Refah diyarına yüzlerce ülkeden insanlar gelip yerleşmesine rağmen,
ırkçılığın hala yaşadığı, insanların
birden fazla dil ögrenmeyi zul saydığı, Anglo-Amerikan dünyanın
dışındaki her kültürün küçümsendiği Avustralyada bu
çeliskinin yarattığı vicdan azabının meyvesi ise SBS
olmuş.
Evet,
ticari televizyonların Amerikan, devlet televizyonu ABCnin ise İngiliz
yapımlarına tutsak olduğu günümüz Avustralyası, bu
tek-kültürlülüğün vicdan azabını SBS gibi bir çokkültürlü
bir kanal ile gidermeye çalışıyor. İşin içinde etnik
toplum seçmenlerinin çantada keklik oyları da var tabi. Ancak genel
anlamda SBS, Avustralya kültürünün Anglo-Amerikan dünya dışındaki
dünyayı boşvermesinin bir mazereti olmuş durumda. Bütçesi çok
daha büyük olan ABC altyazılı tek bir filim göstermiyormuş,
kimin umurunda! Nasıl olsa o işler SBSe ihale edilmiş. Ticari
medya insanların kafasını Amerikan kültürüne ve oradan gelecek
mallara şartlamış, ne çıkar.. SBS nasıl olsa ortalığa
biraz renk katıveriyor..
Bana
böylesine çarpık gelen bir durumda sivri laflar etmeden duramıyorum:
SBSin böyle ayrık otu gibi kalması Avustralya kültürüne
yarardan çok zarar vermektedir. Kabahat tabi ki SBSte değil, ötekilerde.

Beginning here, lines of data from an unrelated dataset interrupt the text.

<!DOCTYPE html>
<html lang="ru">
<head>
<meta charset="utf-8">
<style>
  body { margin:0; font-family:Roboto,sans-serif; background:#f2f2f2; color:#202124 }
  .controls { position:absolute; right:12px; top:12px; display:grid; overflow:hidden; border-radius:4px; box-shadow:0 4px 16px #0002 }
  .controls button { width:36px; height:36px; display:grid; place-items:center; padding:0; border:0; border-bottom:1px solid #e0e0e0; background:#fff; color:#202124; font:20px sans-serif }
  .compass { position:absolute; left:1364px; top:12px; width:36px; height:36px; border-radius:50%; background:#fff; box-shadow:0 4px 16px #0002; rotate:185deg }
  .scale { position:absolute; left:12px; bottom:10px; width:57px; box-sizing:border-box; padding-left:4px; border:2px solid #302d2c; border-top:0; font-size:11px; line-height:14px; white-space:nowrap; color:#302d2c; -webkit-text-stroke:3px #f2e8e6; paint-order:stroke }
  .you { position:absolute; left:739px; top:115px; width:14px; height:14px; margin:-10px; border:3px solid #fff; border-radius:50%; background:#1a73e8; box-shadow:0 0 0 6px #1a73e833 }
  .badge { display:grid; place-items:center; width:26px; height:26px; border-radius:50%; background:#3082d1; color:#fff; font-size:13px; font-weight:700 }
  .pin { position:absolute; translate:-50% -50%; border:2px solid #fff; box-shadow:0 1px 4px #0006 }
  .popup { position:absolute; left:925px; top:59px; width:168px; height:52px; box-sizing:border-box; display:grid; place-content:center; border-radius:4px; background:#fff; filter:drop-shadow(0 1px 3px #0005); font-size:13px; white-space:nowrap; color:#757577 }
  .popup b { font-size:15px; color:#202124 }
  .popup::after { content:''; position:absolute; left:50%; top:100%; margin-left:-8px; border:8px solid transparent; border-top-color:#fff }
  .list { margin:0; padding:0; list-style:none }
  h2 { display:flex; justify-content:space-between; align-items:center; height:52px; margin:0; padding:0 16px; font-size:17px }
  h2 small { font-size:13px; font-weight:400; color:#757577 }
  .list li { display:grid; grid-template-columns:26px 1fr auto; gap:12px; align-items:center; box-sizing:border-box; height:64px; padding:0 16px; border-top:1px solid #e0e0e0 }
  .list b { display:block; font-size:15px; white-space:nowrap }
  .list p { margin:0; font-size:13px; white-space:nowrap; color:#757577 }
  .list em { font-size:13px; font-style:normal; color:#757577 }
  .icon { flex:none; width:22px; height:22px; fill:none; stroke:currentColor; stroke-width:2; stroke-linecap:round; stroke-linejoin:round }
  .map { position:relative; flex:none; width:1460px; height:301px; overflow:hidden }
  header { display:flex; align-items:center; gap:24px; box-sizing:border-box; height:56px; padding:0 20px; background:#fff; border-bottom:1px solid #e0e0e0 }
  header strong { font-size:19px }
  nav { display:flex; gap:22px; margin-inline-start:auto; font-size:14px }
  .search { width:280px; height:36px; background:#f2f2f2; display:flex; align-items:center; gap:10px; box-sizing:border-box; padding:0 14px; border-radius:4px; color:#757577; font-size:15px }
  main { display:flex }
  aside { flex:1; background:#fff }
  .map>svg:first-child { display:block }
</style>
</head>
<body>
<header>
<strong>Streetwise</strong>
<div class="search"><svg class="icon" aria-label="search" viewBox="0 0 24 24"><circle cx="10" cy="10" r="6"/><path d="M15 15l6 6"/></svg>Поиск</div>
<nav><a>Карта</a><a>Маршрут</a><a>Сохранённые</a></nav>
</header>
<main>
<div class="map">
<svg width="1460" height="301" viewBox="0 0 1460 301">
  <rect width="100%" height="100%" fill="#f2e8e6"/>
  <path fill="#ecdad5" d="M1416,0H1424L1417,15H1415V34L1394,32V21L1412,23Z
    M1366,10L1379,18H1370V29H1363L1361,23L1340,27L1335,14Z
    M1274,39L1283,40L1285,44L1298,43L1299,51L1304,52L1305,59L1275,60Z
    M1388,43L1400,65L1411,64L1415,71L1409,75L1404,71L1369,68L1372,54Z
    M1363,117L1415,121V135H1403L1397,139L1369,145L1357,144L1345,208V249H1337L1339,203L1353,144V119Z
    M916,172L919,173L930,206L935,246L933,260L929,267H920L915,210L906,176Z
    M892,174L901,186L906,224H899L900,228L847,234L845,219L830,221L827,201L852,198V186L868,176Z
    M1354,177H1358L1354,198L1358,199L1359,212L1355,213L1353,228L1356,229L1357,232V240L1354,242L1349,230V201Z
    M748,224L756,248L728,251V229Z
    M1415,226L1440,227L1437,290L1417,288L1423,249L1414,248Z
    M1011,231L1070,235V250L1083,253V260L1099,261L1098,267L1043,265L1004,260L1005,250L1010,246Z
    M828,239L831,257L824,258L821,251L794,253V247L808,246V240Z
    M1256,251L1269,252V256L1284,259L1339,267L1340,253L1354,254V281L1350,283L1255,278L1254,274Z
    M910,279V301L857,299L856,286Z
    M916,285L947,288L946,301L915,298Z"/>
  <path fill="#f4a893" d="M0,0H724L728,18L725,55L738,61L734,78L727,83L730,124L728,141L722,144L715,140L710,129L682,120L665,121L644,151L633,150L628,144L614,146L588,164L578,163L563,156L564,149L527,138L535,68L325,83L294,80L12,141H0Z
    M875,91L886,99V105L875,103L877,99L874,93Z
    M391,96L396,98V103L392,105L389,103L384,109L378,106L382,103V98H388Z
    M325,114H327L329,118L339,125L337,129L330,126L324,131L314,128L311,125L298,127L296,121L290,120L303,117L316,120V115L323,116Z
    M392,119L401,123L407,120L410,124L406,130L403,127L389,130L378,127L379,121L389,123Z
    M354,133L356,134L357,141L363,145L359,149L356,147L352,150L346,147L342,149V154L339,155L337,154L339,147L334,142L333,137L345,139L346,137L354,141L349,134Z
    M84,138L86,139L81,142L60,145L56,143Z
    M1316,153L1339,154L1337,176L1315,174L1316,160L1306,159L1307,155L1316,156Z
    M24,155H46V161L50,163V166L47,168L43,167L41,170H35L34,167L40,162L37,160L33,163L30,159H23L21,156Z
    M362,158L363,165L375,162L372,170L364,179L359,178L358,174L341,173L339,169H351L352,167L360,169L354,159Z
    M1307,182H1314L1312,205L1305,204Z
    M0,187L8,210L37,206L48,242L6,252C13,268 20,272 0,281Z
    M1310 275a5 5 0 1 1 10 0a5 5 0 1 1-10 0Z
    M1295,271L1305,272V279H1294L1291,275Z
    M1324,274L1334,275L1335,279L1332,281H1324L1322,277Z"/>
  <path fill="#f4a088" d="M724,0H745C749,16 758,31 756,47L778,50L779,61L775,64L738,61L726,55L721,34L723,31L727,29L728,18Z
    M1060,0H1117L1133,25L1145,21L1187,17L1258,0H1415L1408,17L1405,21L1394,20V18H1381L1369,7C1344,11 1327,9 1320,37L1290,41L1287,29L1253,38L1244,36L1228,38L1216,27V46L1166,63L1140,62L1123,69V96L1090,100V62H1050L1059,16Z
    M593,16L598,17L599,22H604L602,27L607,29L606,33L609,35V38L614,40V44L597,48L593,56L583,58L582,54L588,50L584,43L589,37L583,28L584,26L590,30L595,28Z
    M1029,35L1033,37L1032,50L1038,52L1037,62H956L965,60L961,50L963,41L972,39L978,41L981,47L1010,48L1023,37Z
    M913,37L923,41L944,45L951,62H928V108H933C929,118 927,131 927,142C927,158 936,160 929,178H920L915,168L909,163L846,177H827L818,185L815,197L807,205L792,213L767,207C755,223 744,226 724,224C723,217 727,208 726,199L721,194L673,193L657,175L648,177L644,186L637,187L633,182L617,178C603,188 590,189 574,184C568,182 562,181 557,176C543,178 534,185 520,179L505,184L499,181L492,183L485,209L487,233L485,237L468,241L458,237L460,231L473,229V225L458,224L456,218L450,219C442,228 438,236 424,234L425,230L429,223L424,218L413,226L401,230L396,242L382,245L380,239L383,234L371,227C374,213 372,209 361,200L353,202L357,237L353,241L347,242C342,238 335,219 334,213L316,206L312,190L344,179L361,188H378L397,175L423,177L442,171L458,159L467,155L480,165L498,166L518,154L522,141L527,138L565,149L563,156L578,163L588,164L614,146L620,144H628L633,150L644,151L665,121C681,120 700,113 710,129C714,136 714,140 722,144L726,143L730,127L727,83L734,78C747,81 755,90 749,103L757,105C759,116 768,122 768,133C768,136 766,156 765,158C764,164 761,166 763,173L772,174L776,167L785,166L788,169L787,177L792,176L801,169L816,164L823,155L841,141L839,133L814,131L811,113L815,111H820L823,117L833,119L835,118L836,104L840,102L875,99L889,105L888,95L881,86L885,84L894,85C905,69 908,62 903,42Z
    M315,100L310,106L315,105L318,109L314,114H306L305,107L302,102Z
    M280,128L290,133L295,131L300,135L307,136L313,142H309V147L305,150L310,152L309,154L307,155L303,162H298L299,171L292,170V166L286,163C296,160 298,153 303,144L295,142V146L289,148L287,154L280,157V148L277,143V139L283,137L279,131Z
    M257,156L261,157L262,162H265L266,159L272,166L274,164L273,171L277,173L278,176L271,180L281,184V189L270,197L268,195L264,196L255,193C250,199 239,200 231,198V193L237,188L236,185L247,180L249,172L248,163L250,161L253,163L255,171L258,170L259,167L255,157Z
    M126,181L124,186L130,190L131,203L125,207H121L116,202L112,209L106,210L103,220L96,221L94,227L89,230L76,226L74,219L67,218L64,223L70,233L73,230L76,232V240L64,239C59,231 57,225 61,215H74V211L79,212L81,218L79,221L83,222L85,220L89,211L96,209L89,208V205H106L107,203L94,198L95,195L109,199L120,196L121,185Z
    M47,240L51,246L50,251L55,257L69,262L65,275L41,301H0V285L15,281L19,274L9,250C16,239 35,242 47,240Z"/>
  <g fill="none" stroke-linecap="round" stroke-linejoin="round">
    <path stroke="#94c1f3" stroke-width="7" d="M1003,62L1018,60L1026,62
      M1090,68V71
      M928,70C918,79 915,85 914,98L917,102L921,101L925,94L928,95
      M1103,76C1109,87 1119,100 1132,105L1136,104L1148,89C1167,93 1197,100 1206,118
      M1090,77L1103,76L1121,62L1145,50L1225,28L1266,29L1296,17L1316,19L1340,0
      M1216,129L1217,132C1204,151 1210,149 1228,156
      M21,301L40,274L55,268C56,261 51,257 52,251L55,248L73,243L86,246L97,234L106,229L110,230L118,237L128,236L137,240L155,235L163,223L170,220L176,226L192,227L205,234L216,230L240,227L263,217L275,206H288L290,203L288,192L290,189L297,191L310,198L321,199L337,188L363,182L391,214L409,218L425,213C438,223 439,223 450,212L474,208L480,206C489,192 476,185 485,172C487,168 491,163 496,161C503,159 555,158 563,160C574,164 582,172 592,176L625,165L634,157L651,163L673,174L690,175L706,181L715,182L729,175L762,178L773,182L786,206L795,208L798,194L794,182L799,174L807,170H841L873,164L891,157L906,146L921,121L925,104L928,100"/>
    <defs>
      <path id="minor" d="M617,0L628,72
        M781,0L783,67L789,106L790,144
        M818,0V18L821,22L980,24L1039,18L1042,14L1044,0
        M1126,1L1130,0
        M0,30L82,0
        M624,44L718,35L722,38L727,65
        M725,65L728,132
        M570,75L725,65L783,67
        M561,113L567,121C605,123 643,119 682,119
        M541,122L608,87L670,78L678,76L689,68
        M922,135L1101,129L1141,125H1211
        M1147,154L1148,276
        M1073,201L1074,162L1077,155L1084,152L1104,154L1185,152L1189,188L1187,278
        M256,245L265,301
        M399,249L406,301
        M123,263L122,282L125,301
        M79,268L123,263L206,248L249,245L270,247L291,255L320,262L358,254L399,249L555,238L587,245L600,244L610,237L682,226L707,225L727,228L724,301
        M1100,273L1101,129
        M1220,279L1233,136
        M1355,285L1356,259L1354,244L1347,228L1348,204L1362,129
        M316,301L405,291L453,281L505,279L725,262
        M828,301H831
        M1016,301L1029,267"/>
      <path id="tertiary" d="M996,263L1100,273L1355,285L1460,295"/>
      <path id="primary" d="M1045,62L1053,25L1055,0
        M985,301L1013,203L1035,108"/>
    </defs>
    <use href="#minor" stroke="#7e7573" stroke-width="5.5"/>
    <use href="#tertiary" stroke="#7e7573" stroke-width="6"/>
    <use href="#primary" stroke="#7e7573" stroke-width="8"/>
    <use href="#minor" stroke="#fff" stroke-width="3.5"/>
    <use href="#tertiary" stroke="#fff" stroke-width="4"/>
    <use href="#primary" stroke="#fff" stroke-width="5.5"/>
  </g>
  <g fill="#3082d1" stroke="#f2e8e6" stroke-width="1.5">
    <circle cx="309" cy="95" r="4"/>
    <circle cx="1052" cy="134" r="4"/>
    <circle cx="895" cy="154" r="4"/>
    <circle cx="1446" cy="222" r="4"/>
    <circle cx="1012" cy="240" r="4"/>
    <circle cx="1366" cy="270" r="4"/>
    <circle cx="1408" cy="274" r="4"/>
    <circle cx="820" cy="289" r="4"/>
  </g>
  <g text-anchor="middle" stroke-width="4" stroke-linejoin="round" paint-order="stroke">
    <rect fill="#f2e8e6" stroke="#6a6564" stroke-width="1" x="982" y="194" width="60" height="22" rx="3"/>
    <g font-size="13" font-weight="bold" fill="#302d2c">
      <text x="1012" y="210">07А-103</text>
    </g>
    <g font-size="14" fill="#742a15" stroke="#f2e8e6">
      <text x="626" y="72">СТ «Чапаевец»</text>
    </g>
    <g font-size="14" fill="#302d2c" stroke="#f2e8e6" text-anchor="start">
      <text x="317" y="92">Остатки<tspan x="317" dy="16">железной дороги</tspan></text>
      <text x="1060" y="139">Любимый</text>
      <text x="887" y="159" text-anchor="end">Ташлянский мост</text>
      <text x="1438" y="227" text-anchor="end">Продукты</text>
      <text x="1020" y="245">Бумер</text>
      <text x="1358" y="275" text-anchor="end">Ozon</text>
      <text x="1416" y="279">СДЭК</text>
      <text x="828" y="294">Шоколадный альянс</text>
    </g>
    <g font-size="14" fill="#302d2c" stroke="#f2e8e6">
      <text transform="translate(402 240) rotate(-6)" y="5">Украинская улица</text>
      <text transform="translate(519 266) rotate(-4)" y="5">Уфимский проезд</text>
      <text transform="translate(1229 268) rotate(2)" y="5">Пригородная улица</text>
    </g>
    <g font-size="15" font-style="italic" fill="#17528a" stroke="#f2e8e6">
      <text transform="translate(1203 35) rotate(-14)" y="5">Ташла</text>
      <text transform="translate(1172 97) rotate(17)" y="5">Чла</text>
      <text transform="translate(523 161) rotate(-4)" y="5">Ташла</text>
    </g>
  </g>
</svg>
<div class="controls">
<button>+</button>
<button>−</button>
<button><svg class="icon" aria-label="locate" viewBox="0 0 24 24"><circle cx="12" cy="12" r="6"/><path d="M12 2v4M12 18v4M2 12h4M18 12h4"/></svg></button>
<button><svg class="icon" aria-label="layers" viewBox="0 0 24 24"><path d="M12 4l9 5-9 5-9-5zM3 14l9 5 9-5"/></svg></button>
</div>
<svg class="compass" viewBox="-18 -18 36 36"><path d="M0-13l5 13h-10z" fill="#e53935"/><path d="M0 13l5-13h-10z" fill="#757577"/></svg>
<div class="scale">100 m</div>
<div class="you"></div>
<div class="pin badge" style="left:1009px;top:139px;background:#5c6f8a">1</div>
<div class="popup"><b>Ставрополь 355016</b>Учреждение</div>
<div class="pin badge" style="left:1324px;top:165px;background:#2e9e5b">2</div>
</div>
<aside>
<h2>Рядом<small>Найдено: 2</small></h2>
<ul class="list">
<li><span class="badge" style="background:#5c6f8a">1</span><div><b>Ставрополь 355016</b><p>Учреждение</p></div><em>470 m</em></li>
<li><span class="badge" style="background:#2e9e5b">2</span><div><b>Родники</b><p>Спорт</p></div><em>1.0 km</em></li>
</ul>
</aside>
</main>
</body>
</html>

Evet, belki on yıl, belki otuz yıl sonra hem ABC, hem de ticari
kanallar dış dünyanın farkına varmalı, gerçek anlamda
çokkültürlü yayınlara başlamalı ve bu sayede SBS gibi bir
medya kuruluşuna gerek kalmamalıdır. Aksi halde SBSin halen
yaratmakta olduğu kültürel zenginliğin büyüsüne kapılan
Avustralya entellektüel çevreleri, öteki televizyonlarda haberler ve footy dışında
neredeyse tek bir yerli yapım kalmadığının farkına
bile varamayacaklar. Medyada giderek artan bu sığlık pek de göze
batmaz olacak.
Bizleri
yakından ilgilendiren radyo ise daha farklı bir olgu tabi. Çokkültürlülük
sırt sıvazlamasının ürünü olan SBS radyoları, etnik
toplumlara kendi ayakları üzerinde doğrulana kadar destek olmak gibi
bir işleve sahip. Yoksa her gruba ilelebet kendi dilinde yayın yapılması
beklenmiyor herhalde. Bizler aman ne güzel, dilimiz bu sayede yaşatılıyor
diye saf saf sevinirken, bu imkanın bize devlet ve onun bürokratları
tarafından sağlandığını unutuveriyoruz. Bütçe
olarak onların insafına kalmış olması bir yana, SBS
radyoları etnik toplumların kendi dillerindeki yayınlarını
belirli saatlere sınırlamak gibi de bir işlev görüyor. Yani,
bizler haftada sekiz saat Türkçe yayın dinliyoruz diye sevinmekten, içinde
bu kadar devinimi barındıran toplumumuzun haftada seksen saat yayına
ihtiyacı olduğunu unutuyoruz.
Evet,
SBSin en sadık dinleyicileri durumundaki Türkiye kökenli toplumumuz
kendi özel radyolarına ihtiyaç duyuyor. Aynen saplantısız,
rengarenk dergilere, iki dilde yayın
yapan kaliteli gazetelere ihtiyaç duyduğu gibi. Her yaştan insanımıza
hitap edecek, Türkçesi yetersiz gençlerin bile kendinden birşeyler
bularak dinleyeceği, Avustralyayı bizlere Türkçe dilinde yaşatacak,
fıkır fıkır özel radyolar başlatmamız gerekiyor.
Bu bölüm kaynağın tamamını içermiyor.